The Right to Lurk

Online users who want a certain amount of anonymity will want to stay off Quora. Their new Views feature is set to track which users have looked at your posts. Some good coverage on the subject via Gigaom.

This type of insider knowledge has always been a bit of a balancing act. On one side, this information is incredibly valuable to the websites that collect it. Heck, it’s a core element of Linkedin’s paid account service — seeing who’s viewed your profile over the last X number of days. As a user, my interests are divided. It both intrigues me to know who’s viewed my profile, and at the same time, drives me crazy knowing that my own name is showing up on other people’s ‘viewed’ lists.

Web users have had a long tradition of being able to freely lurk; and unless you engage somehow or contribute content under a registered account, you could use the web without leaving much of a trail. Like it or not, online culture isn’t going to drop that tradition easily. My guess is that Quora will lose users over this feature, or rescind the service in the months ahead.

But this balance goes the other way too. Google Analytics has stopped tracking keyword searches that are carried out under a secured connection (https://), which is now default on both Google’s Chrome and Firefox. The problem here, in my view, is that it pushes too far in the opposite direction. Keyword search data has never been tied to specific individuals usage in the past, and has been aggregated and reported back to website owners since the very first web servers. We parsed the server logs with scripts back in the ’90s, so as much as things have changed, they really haven’t.

I see this divide from both viewpoints, frankly.
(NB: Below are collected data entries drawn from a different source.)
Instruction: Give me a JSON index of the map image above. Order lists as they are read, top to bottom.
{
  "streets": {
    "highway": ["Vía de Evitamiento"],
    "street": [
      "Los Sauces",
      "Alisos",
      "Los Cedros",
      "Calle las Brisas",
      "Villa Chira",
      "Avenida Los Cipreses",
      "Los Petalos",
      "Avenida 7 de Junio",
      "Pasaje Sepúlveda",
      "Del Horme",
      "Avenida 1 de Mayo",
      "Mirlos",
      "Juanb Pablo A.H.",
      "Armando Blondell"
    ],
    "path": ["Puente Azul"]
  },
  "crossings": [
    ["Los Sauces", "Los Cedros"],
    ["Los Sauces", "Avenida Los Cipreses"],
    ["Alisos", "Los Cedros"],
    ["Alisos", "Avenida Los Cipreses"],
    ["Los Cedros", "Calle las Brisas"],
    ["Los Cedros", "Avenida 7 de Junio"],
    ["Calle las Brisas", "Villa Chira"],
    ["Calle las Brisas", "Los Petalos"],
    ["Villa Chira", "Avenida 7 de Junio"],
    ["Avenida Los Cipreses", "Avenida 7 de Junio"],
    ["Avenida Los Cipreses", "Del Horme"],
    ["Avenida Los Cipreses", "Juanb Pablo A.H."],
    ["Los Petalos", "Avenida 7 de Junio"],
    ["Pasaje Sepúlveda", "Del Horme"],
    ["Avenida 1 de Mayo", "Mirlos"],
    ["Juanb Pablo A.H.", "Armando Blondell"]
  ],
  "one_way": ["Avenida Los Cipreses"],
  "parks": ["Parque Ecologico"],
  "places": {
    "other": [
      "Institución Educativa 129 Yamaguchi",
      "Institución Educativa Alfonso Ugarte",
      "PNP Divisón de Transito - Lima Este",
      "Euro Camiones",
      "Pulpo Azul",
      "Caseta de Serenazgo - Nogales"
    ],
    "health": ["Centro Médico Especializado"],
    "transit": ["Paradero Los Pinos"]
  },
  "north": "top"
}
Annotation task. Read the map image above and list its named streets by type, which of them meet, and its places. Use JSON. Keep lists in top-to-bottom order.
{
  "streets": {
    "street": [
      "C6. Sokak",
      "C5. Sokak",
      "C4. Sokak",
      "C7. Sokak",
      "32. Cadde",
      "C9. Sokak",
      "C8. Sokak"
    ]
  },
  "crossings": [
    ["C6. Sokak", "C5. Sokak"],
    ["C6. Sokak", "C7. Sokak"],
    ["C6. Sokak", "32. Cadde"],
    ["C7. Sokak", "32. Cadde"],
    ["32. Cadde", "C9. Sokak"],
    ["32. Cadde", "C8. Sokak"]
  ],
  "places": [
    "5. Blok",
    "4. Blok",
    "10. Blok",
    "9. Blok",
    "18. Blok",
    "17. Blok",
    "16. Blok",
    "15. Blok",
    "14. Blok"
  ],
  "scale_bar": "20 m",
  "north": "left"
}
I’m a user of the web who enjoys my privacy. I don’t want Quora, or LinkedIn for that matter, putting my name and face to my online activity without my consent; and especially without any active engagement. But I also see anonymous contribution to marketing data as part of that tradeoff. The websites that I visit, or Google even, give me a lot of value for free. Publishers disclaim this type of data collection in their terms of use, and in my view, deserve this small amount of usage feedback from their visitors.

User group and demographic profiling is set to go off the charts. With social networks and people registering A LOT of personal data on these sites, it makes sense that these companies are going to want to monetize this data. Given the lack of usage fees, that’s the price of admission. So I’ll deal with it, and select my online tools accordingly.

I just wish they’d leave my name and face out of it. Doesn’t seem that much to ask.